Soweit die Revisionswerberin erklärt, ihre bisherigen Rechtsausführungen auch zum Inhalt der Revisionsschrift zu erheben, ist dies unbeachtlich, weil die Revisionsschrift insoweit der Bestimmung des § 506 ZPO nicht entspricht (vgl. MGA ZPO13 § 506/4, 5). Die Revisionswerberin bestreitet nicht die zutreffende Auffassung der Vorinstanzen, daß es sich beim Vertragsverhältnis des Tabaktrafikanten zur A* AG um ein Privatrechtsverhältnis eigener Art handelt (vgl. EvBl 1971/93), das seinem Wesen nach als Dauerschuldverhältnis zu qualifizieren ist. Im vorliegenden Fall, so führt die Revisionswerberin aus, seien die Voraussetzungen für die Auflösung dieses Vertragsverhältnisses aber nicht gegeben, weil der Vertrag nur dann gelöst werden könnte, wenn der Tabaktrafikant selbst die in Artikel 23 der Allgemeinen Vertragsbedingungen für Tabaktrafikanten näher angeführten Verstöße begehe, insbesondere wenn er vorsätzlich oder grob fahrlässig Monopolinteressen schädige oder nicht pflichtgemäß wahre. Die beklagte Partei habe aber nicht einmal behauptet, daß sich die Klägerin solcher Verstöße schuldig gemacht habe.

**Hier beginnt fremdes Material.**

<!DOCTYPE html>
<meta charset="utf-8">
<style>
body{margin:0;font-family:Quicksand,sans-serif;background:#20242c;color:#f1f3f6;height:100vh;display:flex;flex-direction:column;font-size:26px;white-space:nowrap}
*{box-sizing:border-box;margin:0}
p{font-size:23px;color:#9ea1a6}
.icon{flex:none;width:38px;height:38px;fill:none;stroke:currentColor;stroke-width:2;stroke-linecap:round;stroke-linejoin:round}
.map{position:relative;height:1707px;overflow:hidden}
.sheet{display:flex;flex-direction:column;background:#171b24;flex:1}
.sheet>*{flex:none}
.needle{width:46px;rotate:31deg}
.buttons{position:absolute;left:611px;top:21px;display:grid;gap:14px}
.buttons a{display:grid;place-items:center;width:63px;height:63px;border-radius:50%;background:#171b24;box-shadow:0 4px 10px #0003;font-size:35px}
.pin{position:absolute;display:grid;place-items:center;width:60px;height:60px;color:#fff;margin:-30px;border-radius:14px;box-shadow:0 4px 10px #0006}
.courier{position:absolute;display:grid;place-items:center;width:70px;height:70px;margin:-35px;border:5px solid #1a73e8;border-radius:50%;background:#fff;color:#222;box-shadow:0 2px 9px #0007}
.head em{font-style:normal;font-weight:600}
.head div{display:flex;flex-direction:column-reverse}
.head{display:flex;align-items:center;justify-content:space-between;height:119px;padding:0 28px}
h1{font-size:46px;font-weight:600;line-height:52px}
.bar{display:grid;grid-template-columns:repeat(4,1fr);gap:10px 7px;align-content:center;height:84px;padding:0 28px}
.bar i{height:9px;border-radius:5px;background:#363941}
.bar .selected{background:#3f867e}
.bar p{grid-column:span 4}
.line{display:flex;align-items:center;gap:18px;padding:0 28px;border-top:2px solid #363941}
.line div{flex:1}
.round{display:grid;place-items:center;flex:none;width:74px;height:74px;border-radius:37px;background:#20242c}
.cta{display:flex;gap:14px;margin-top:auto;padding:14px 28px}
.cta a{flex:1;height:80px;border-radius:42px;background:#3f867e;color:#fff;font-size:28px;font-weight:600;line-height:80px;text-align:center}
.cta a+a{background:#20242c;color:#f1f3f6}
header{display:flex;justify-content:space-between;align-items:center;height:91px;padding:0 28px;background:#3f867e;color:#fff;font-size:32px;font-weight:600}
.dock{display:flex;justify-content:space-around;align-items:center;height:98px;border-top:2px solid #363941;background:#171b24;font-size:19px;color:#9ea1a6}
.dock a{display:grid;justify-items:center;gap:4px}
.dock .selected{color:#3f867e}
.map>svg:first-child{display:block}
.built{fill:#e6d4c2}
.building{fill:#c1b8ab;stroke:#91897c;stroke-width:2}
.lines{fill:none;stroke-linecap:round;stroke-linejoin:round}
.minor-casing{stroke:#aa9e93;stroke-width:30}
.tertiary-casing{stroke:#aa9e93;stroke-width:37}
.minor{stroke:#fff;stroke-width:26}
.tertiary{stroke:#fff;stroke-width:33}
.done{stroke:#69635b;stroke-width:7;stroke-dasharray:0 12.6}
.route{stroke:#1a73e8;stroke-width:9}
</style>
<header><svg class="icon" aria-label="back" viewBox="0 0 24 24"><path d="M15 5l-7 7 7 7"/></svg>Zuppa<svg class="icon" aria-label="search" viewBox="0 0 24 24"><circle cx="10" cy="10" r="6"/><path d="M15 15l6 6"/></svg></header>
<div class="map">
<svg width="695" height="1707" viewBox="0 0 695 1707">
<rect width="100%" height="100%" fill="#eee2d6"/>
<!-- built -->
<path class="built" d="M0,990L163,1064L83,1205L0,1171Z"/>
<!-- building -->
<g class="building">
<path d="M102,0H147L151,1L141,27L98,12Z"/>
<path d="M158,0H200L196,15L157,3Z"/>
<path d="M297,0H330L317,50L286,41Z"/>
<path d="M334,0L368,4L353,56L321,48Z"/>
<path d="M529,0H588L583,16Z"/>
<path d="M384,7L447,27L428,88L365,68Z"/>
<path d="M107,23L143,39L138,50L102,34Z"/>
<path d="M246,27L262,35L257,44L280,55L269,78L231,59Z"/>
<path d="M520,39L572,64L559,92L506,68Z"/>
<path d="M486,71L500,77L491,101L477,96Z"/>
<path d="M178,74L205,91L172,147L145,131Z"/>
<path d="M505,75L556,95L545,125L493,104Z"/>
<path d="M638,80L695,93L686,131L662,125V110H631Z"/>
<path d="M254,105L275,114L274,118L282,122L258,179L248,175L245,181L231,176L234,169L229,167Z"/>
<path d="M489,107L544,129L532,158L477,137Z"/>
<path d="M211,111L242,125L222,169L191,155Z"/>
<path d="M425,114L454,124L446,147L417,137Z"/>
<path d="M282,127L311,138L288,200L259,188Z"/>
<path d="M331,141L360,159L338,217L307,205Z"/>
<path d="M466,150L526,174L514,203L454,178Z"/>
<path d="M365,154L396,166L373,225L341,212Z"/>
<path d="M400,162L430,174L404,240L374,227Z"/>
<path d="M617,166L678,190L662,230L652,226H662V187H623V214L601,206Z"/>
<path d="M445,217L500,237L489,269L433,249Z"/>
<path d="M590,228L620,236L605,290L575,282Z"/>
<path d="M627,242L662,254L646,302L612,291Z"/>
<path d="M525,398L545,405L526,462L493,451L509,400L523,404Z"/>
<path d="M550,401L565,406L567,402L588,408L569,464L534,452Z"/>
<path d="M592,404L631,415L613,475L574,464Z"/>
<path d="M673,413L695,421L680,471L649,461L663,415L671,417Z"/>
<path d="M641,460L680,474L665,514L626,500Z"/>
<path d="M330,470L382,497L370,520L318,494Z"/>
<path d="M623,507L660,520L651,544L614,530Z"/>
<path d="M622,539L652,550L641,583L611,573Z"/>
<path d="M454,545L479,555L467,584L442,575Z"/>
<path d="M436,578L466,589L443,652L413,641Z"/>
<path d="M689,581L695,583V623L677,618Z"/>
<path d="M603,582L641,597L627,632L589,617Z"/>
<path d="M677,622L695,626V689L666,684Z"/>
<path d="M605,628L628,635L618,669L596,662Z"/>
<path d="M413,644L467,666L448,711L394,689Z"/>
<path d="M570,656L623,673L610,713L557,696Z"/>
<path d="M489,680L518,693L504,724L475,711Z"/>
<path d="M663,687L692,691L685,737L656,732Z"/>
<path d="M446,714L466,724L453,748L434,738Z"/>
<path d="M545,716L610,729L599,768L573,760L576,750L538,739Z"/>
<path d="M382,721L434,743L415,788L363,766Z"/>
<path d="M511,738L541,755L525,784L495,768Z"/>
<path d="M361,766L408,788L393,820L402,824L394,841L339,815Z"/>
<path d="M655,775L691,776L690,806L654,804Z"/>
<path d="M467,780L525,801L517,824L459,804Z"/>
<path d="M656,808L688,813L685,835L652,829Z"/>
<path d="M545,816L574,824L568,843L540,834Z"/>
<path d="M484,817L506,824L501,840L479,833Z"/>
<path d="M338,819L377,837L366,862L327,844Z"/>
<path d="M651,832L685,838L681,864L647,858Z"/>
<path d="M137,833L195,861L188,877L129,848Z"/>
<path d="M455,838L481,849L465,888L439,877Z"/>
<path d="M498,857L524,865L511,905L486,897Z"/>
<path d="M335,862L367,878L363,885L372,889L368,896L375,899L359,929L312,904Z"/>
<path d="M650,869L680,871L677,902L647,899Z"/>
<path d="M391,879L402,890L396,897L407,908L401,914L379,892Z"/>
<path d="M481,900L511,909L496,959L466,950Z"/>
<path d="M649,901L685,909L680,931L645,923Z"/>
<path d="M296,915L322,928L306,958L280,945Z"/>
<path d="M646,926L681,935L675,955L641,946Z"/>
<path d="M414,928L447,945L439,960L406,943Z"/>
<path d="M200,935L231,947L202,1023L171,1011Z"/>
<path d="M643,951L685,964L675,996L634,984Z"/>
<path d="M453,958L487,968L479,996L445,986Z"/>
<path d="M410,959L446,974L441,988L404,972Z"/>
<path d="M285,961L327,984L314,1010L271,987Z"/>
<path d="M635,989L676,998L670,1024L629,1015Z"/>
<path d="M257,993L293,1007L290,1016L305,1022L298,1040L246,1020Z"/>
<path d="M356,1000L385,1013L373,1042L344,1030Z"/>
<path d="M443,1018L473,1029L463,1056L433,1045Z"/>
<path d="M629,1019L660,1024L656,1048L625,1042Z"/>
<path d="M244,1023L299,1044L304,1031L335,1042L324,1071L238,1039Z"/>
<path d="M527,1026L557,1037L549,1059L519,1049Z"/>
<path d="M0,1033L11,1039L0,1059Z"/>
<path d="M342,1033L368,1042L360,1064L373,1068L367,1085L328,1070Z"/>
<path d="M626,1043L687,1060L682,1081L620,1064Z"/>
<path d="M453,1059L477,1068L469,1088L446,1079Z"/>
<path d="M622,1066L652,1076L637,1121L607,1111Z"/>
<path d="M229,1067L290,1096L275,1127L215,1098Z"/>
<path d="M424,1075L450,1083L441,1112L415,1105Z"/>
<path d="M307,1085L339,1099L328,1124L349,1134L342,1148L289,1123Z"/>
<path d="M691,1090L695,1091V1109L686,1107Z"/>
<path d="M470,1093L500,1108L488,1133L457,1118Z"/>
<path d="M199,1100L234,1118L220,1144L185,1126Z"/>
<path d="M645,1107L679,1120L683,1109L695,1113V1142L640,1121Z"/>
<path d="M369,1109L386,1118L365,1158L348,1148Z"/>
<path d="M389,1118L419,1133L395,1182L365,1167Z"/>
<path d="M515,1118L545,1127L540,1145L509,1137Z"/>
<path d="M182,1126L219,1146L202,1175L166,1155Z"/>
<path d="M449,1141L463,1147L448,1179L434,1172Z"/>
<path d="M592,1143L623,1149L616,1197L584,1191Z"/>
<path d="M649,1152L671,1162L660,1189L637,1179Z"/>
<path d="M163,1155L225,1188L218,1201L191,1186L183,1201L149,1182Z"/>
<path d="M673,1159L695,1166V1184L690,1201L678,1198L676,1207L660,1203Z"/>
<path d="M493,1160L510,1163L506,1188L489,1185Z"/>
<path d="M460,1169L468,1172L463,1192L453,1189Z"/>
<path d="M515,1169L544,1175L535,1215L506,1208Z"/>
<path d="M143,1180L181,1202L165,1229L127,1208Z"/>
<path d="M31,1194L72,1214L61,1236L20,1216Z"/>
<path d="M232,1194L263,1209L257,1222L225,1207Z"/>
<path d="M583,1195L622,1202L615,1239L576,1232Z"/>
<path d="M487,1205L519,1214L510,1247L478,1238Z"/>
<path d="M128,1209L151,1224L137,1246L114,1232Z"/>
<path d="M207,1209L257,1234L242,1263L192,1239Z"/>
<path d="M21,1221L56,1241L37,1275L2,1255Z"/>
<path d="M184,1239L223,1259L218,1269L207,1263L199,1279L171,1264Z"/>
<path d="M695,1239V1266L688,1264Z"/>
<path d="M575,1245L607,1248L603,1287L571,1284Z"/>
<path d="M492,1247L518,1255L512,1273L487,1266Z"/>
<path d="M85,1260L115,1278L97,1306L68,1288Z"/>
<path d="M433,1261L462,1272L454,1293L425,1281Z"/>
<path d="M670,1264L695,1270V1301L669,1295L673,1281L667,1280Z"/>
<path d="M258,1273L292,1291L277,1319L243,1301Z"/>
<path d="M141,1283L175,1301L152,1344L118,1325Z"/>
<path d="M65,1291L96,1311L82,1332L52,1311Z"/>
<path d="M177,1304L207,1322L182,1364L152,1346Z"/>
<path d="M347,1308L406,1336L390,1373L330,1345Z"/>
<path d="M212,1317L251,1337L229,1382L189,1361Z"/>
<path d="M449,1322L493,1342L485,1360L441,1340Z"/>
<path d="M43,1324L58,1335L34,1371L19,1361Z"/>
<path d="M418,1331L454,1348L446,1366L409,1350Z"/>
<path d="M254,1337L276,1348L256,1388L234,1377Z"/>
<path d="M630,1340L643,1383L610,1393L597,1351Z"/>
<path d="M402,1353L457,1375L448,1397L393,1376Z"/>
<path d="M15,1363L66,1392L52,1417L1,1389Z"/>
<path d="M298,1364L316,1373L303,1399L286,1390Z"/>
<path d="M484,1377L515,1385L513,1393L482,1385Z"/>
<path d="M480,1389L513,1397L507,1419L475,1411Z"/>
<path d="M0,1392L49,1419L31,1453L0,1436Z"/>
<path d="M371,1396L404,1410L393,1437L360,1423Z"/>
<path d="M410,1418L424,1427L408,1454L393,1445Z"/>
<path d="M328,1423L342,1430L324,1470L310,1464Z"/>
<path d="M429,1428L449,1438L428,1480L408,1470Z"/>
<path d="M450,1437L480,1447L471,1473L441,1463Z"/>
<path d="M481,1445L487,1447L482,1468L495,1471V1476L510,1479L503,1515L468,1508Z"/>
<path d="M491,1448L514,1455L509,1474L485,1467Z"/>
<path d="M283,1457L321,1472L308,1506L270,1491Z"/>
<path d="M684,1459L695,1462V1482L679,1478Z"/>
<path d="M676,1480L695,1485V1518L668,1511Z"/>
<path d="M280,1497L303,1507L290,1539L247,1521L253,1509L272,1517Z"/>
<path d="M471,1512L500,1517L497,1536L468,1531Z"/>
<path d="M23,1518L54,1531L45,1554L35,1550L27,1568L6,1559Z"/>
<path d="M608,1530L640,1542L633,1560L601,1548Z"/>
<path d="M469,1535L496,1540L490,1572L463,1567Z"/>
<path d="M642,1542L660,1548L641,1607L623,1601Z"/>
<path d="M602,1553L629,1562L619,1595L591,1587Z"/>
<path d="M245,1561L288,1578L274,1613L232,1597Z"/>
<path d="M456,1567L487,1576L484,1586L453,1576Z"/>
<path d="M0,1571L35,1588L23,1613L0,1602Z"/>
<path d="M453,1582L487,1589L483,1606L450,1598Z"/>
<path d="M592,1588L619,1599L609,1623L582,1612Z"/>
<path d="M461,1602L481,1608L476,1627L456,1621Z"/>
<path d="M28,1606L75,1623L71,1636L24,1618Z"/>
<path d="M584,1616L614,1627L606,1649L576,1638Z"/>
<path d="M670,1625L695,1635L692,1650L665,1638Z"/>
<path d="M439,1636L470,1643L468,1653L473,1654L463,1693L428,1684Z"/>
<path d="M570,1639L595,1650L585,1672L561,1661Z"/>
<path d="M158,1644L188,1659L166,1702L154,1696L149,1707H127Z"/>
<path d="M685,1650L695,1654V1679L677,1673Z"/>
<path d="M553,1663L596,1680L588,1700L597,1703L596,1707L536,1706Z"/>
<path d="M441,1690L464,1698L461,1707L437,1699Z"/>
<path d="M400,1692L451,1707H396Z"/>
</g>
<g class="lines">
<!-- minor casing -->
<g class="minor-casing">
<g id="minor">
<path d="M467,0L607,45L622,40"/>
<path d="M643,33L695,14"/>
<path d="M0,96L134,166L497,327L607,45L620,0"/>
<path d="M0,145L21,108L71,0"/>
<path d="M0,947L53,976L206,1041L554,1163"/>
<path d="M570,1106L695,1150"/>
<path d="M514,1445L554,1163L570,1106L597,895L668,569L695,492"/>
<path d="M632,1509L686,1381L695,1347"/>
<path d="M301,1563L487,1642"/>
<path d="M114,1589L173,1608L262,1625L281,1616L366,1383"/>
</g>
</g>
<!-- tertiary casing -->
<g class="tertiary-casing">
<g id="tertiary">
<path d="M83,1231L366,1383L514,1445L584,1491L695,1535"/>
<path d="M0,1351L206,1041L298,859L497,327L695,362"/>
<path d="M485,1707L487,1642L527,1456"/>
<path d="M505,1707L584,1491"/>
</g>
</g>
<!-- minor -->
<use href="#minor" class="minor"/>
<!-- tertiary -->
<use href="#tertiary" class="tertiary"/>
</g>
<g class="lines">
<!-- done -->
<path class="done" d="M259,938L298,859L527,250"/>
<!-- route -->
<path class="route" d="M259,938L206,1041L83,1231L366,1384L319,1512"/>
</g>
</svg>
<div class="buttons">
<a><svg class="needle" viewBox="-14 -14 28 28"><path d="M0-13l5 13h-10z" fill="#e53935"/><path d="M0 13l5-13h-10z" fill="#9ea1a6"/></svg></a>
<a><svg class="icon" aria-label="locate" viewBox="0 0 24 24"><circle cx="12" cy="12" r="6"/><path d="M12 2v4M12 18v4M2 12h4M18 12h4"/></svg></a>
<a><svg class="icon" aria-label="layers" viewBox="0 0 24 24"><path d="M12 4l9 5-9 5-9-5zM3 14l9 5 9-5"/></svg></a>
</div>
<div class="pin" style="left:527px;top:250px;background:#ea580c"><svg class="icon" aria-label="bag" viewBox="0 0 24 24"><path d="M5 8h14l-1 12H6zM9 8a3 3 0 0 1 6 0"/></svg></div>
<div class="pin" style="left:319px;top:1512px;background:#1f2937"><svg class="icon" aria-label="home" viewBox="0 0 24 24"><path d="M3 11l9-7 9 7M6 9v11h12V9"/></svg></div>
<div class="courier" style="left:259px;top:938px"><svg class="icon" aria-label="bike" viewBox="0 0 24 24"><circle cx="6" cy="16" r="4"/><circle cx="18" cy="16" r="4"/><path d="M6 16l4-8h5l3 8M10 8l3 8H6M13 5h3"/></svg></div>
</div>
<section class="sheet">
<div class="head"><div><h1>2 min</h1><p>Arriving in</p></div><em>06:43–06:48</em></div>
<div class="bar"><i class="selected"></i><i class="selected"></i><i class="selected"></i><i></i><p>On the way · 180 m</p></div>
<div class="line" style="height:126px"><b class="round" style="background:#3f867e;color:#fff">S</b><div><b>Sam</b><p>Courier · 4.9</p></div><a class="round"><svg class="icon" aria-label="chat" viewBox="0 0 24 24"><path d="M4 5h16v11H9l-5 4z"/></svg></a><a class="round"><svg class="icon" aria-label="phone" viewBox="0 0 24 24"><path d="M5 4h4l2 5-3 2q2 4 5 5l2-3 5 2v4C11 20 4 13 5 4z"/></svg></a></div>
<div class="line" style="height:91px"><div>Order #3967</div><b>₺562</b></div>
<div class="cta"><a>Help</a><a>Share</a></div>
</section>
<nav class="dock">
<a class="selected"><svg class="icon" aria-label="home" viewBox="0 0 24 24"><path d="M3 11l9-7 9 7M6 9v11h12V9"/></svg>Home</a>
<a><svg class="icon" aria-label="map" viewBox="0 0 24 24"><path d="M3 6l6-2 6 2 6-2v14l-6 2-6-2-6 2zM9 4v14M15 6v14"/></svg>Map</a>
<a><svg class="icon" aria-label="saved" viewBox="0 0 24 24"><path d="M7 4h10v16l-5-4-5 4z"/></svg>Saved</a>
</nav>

Nun ist der klagenden Partei einzuräumen, das zweifelhaft sein kann, ob Punkt 8 der Allgemeinen Vertragsbedingungen für Tabaktrafikanten eine Zurechnung aller Handlungen und Unterlassungen, welche die mit der Führung der Tabaktrafik betrauten Personen begehen auch als Kündigungsgrund ermöglicht, der Trafikant also auch kündigungsrechtlich für jede vorsätzliche oder grob fahrlässige Schädigung der Monopolinteressen, welche jene Personen begehen, einzustehen hat. Es kann auch nicht von vorneherein gesagt werden, daß die hier festgestellten betrügerischen Manipulationen als Schädigung der Monopolinteressen verstanden werden können, da das Tabakmonopolgesetz 1968 darunter offenbar anders geartete Verletzungen des Tabakmonopols des Staates versteht (vgl. §§ 29 TabMG 1968). Entscheidende Bedeutung kommt dem aber im vorliegenden Fall nicht zu. Gemäß Punkt 8 der Allgemeinen Vertragsbedingungen für Tabaktrafikanten ist der Trafikant verpflichtet, die Tabaktrafik grundsätzlich persönlich zu führen. Nach den getroffenen Feststellungen bediente sich die Klägerin bei der Führung der Trafik ihres Ehegatten, dem sie diesbezüglich weitgehende Vollmachten einräumte. Sie selbst kümmerte sich um die Geschäftsführung sehr wenig; daß die Klägerin nicht in der Lage war, persönlich die Führung der Trafik zu überwachen wurde nicht einmal behauptet. Dieser Umstand, nämlich die Unterlassung jeder Überprüfung der Geschäftsgebahnung stellt aber ein eigenes Verschulden der Klägerin dar, das die Auflösung aus richtigem Grund des mit der Klägerin abgeschlossenen, als Dauerschuldverhältnisses zu qualifizierenden Vertrages über die Überlassung der Tabaktrafik rechtfertigt.

Demzufolge war der Revision der Erfolg zu versagen.

Die Kostenentscheidung gründet sich auf die §§ 41, 50 ZPO.